In 2005, cave researchers stumbled upon hundreds of lines which were believed to have been created by humans with sharp tools on the rock-hard surface of the cave clouds. Researchers studied the lines and published a report where they interpreted them in a preliminary paper suggesting that the ‘cave art’ was between 14,000 and 16,000 years old, created by humans who drew a phallus and abstract humanoid figures.
However, a follow-up study was needed.
“The preliminary report required further scientific investigation,’ says Julia Blumenröther, who led the new study.”
To get to the bottom of the enigmatic cave paintings, Julia Blumenröther and her project partner from the Neanderthal Museum in Mettmann were supported by the Bavarian State Office for the Preservation of Historical Monuments. The team examined over 130 lines that were believed to have been created by humans over the course of two explorations.
“If these lines were made by humans, there would be clear evidence that Stone Age tools were used, as well as similar depictions in other locations,” explains PD Dr. Andreas Pastoors, an expert on Stone Age art from the Neanderthal Museum.
With the help of an extensive range of archaeological methods, Julia Blumenröther documented and analysed the lines in the Upper Franconian cave. In addition to classic methods, Julia Blumenröther used digital microscopy and structure-light 3D scans which helped her examine the actual depth and shape of the lines.
To understand what she was looking at, the young researcher compared digital images displaying cross-sections and the direction of the lines with carved lines depicted in different caves, and lines recreated in the laboratory.

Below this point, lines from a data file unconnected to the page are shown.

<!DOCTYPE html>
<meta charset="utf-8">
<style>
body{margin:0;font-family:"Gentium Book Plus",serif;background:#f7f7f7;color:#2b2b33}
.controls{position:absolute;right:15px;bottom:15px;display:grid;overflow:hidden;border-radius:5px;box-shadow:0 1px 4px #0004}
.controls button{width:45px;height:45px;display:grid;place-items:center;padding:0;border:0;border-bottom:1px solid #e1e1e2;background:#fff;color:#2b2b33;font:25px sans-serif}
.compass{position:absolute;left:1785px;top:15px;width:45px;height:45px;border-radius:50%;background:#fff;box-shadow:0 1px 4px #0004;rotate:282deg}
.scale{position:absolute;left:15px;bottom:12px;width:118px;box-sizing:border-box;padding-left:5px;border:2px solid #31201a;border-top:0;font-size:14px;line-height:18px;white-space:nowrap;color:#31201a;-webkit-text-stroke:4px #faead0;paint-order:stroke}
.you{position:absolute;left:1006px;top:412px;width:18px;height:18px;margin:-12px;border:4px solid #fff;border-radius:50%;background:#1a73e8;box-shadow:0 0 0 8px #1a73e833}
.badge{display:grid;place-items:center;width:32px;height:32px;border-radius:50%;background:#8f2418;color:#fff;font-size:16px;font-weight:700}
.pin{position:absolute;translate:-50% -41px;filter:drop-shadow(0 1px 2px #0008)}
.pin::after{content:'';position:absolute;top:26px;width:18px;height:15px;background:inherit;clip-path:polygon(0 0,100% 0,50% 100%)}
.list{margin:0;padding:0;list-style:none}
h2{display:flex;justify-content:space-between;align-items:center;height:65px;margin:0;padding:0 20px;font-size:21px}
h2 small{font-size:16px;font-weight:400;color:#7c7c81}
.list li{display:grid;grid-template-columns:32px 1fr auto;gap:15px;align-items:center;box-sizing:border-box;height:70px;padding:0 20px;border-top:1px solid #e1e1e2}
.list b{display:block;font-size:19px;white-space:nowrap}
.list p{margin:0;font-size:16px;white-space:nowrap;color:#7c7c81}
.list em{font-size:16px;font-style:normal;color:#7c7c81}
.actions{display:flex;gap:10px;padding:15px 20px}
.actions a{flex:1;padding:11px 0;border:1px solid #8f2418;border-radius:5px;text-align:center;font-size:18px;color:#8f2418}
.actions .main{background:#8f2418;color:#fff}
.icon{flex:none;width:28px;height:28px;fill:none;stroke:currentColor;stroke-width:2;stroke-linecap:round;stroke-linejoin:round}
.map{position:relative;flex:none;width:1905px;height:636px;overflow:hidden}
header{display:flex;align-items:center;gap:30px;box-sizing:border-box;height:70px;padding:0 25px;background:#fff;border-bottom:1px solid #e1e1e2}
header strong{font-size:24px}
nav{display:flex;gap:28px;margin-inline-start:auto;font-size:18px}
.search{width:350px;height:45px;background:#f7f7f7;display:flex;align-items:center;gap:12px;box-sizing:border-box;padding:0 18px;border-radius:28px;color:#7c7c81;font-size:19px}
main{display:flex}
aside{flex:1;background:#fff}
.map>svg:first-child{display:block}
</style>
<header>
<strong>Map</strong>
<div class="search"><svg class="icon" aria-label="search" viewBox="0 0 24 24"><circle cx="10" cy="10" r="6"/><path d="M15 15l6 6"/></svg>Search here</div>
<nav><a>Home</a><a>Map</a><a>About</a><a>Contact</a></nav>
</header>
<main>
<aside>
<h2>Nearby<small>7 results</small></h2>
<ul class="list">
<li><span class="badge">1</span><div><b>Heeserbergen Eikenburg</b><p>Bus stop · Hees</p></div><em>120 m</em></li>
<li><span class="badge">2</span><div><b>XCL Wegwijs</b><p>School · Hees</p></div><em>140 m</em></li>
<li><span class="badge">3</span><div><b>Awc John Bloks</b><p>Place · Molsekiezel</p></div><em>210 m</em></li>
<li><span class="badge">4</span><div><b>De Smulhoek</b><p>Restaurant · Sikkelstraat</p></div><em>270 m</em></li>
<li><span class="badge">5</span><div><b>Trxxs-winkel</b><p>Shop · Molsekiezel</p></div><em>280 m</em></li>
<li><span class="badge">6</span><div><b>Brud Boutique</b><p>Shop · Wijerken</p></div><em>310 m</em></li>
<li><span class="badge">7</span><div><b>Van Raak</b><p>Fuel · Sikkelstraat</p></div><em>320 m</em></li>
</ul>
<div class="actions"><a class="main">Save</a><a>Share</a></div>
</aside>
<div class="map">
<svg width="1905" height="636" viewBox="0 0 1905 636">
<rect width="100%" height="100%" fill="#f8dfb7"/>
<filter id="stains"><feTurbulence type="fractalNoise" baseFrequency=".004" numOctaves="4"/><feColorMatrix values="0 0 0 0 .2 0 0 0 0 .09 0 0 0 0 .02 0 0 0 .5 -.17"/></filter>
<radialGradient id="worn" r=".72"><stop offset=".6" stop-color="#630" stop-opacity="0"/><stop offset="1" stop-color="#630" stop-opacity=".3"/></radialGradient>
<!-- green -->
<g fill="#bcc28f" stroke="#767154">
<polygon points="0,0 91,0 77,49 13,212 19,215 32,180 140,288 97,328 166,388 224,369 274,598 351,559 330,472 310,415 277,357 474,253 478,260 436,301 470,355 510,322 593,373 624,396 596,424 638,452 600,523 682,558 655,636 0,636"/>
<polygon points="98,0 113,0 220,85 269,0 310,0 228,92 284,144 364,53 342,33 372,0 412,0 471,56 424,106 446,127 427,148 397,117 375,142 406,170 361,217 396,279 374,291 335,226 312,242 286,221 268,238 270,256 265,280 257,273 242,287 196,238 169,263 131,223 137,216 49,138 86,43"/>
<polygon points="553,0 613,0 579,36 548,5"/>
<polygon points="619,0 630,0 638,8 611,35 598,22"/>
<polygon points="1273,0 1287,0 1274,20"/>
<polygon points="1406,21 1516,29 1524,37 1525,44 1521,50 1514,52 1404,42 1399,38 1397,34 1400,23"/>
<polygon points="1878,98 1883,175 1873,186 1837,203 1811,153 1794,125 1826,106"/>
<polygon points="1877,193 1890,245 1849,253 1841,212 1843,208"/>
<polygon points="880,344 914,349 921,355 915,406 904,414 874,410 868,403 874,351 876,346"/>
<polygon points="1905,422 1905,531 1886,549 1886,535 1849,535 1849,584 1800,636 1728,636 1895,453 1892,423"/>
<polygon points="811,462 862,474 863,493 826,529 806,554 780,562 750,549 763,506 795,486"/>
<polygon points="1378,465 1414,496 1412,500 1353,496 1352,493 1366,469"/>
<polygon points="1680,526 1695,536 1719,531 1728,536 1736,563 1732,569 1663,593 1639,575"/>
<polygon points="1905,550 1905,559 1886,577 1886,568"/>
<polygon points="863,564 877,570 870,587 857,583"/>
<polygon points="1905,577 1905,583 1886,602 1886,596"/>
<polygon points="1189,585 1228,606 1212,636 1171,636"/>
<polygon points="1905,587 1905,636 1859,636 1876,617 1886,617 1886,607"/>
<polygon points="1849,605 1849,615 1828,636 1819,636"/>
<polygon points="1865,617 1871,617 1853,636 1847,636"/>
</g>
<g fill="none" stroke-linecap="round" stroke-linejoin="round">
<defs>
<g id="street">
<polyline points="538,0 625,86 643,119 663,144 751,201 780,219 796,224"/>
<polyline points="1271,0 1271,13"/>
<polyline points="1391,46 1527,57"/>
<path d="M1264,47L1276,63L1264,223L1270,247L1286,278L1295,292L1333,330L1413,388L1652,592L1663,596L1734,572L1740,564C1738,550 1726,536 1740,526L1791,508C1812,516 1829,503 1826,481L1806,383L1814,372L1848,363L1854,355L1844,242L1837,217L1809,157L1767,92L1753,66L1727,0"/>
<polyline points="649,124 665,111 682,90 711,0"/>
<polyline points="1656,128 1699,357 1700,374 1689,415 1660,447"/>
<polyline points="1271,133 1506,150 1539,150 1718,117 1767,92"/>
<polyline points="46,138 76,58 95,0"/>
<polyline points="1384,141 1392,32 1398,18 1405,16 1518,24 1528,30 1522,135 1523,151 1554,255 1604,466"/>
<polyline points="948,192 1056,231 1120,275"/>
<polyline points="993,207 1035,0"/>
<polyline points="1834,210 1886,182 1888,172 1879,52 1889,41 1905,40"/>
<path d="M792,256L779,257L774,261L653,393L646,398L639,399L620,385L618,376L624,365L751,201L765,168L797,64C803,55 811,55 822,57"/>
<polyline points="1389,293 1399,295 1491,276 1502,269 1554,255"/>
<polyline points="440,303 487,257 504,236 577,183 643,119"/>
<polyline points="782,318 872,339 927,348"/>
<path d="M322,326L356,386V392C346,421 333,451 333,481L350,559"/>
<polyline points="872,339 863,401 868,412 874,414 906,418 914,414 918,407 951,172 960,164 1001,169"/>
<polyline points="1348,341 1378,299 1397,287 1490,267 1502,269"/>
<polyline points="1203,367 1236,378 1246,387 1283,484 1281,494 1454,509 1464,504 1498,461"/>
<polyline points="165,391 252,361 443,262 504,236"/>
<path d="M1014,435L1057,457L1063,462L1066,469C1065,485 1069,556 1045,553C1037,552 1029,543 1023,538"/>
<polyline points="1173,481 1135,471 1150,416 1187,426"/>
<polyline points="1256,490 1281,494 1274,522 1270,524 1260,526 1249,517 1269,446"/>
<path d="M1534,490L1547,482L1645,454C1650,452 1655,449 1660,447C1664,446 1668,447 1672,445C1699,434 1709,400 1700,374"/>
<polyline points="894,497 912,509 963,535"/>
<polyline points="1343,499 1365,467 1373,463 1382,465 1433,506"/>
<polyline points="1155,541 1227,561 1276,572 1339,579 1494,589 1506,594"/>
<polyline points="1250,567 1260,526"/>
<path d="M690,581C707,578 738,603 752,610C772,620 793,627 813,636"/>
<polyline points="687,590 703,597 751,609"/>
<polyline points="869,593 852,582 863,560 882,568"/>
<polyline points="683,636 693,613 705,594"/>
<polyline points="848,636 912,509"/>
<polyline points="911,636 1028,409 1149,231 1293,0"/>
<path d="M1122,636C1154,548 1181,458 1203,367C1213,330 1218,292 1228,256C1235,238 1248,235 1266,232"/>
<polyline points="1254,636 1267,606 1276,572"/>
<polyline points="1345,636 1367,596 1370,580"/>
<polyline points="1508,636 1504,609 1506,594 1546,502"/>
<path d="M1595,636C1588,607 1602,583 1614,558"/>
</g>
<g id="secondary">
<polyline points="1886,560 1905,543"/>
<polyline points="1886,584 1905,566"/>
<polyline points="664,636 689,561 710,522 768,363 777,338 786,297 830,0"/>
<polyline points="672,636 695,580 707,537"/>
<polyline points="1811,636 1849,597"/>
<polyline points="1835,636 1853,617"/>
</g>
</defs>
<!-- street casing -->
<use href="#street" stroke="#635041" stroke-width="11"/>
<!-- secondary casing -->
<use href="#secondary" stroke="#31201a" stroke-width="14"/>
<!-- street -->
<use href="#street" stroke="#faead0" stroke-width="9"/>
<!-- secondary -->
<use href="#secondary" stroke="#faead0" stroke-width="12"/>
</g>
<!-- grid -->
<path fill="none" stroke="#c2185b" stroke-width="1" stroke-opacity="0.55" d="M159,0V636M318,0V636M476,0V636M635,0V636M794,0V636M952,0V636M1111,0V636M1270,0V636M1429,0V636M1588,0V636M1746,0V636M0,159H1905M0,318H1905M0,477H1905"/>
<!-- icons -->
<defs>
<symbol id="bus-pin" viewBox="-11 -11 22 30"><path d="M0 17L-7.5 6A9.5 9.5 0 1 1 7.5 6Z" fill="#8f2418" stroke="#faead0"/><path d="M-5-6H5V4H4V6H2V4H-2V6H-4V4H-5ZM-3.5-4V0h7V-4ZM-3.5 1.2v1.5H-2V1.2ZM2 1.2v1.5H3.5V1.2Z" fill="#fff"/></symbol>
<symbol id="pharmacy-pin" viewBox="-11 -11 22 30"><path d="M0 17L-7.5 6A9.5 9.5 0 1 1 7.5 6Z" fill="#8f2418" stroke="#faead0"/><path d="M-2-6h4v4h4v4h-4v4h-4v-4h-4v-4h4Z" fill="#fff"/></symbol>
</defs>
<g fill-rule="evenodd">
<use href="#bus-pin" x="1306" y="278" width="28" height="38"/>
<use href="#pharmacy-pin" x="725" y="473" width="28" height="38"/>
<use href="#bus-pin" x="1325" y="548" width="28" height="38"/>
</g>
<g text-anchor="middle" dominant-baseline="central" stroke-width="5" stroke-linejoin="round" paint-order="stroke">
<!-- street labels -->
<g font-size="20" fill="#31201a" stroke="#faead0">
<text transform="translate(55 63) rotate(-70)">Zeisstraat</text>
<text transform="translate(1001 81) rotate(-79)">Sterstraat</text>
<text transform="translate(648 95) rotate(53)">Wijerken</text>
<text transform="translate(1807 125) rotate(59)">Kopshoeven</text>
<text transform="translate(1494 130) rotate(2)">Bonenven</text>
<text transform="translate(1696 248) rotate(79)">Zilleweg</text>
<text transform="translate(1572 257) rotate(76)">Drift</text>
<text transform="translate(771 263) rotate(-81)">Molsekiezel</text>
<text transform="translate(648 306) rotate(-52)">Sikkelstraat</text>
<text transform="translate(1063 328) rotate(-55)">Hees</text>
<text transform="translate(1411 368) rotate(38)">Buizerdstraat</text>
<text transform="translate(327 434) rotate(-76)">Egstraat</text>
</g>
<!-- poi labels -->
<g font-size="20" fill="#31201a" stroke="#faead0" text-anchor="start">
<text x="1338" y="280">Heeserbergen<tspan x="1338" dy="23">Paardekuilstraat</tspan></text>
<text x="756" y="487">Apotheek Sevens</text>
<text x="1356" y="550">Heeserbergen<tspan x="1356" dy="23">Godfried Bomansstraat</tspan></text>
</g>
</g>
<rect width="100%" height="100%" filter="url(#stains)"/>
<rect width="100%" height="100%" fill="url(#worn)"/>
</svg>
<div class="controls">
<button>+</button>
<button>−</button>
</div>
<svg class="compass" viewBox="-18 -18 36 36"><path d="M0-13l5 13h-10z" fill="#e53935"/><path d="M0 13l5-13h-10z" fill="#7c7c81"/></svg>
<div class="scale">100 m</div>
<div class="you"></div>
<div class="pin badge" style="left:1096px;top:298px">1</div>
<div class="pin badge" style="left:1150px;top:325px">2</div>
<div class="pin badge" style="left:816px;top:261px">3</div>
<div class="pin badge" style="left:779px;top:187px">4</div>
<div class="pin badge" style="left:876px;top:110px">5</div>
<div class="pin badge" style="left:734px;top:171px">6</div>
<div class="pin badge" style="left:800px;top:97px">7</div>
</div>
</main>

After an extensive examination, the researcher concluded that humans did not create the mysterious lines believed to depict a phallus and abstract humanoid figures inside the Mäanderhöhle cave.
“The scientific analysis showed that the courses and cross-sections of all of the lines contradict the hypothesis that they were carved by humans using a hard, sharp object. Furthermore, none of the 138 lines depict any kind of known Stone Age motif,” Julia Blumenröther says.
“The Mäanderhöhle with its cave clouds is certainly of great interest for cave research, but it cannot be regarded as containing the oldest Stone Age cave art in Germany,” concluded Julia Blumenröther.